This is a bit of a late update, but in the end of last year when the National Science Centre announced the results of the latest application round, a consortium grant lead by Mateusz Śmietana from Warsaw University of Technology was approved. Martin is one of three members of that consortium, together with Marcin Koba from the National Institute of Telecommunication. The grant will start in a month or so, and in the summer we will be looking for two PhD-students, so anyone interested in electrochemistry/optics should watch this space.
The research is about doing electrochemistry in a novel type of super-sensitive interferometer, which consists of a small cavity drilled in an optical fibre. This cavity will be used as a cell for the electrochemistry.
The public pop-science version of the grant proposal can be read below.
Electrochemistry and interferometry
When the vintner is walking among the vines to determine if the grapes are sweet enough for an Auslese he (or she, as it might equally well be today) will pick a grape and squeeze out a few drops of juice into a monocular-like instrument, raise it to his eye and read the sugar content from a scale. The instrument is a refractometer and it measures the refractive index of the juice. This is a very practical demonstration of the fact that the chemical composition of a solution affects its various optical properties, such as obviously colour, polarisation, but also the refractive index. The refractive index is a measure of how fast light can travel through a material, and also, as the name indicates, how much light is refracted, or bent, when entering the material. In this case, sugar makes the light slow down. As can be imagined, not even light likes swimming through syrup.
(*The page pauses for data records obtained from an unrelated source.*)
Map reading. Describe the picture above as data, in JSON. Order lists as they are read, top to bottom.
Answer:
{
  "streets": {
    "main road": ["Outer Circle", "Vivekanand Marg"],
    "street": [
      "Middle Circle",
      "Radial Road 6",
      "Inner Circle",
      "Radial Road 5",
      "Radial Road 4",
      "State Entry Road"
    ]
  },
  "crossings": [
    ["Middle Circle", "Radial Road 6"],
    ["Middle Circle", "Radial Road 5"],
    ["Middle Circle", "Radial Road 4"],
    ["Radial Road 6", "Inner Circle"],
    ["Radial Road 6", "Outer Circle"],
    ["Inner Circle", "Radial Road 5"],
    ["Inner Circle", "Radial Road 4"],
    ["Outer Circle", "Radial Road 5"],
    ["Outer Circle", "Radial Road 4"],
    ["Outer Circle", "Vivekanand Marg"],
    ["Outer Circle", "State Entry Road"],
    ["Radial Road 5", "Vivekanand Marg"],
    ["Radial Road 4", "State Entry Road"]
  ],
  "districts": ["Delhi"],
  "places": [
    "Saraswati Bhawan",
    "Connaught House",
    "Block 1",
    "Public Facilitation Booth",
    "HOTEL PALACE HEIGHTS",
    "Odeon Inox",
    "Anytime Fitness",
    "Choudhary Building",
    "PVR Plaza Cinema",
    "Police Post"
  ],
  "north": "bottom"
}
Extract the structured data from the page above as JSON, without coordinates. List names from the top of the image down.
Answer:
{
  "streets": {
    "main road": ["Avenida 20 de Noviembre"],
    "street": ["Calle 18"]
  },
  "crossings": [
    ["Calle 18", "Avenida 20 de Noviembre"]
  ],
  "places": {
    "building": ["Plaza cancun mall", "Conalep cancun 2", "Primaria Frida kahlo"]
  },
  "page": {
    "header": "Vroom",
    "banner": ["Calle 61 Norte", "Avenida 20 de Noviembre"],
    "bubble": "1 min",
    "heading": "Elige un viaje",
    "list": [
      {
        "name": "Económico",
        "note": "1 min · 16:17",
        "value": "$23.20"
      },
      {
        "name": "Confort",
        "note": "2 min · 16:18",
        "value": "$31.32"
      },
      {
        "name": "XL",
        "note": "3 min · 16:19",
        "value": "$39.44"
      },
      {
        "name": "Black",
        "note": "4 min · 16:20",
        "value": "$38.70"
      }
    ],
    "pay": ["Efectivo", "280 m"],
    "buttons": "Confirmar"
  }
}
However, a small handheld refractometer is not a very accurate instrument. For the vintner it doesn’t need to be, but for other applications a higher accuracy is needed. In a special kind of apparatus, called a Mach-Zehnder interferometer, a lightbeam is split into two parts that are sent along different paths towards a detector. When the beams meat again, they interfere. Since light can be described as a wave, if two wave-crests from the two beams meet, they will amplify each other, but if a crest meets a trough, the intensity will instead go down. If the refractive index in one of the paths changes ever so slightly, the pattern of crests and troughs will shift and we can observe that as a change in intensity. An interferometer is extremely sensitive to even minute changes in refractive index.
A novel type of Mach-Zehnder interferometer has been developed by researchers at Universite du Quebec en Outaouais in collaboration with Warsaw Univeristy of Technology. It consists of a cavity drilled into an optical fibre using a very fast and powerful laser. A part of the light in the fibre will be diverted into the cavity and meet with the light going through the glass. In this way the light will have two paths that are merging, very similar to a normal Mach-Zehnder interferometer.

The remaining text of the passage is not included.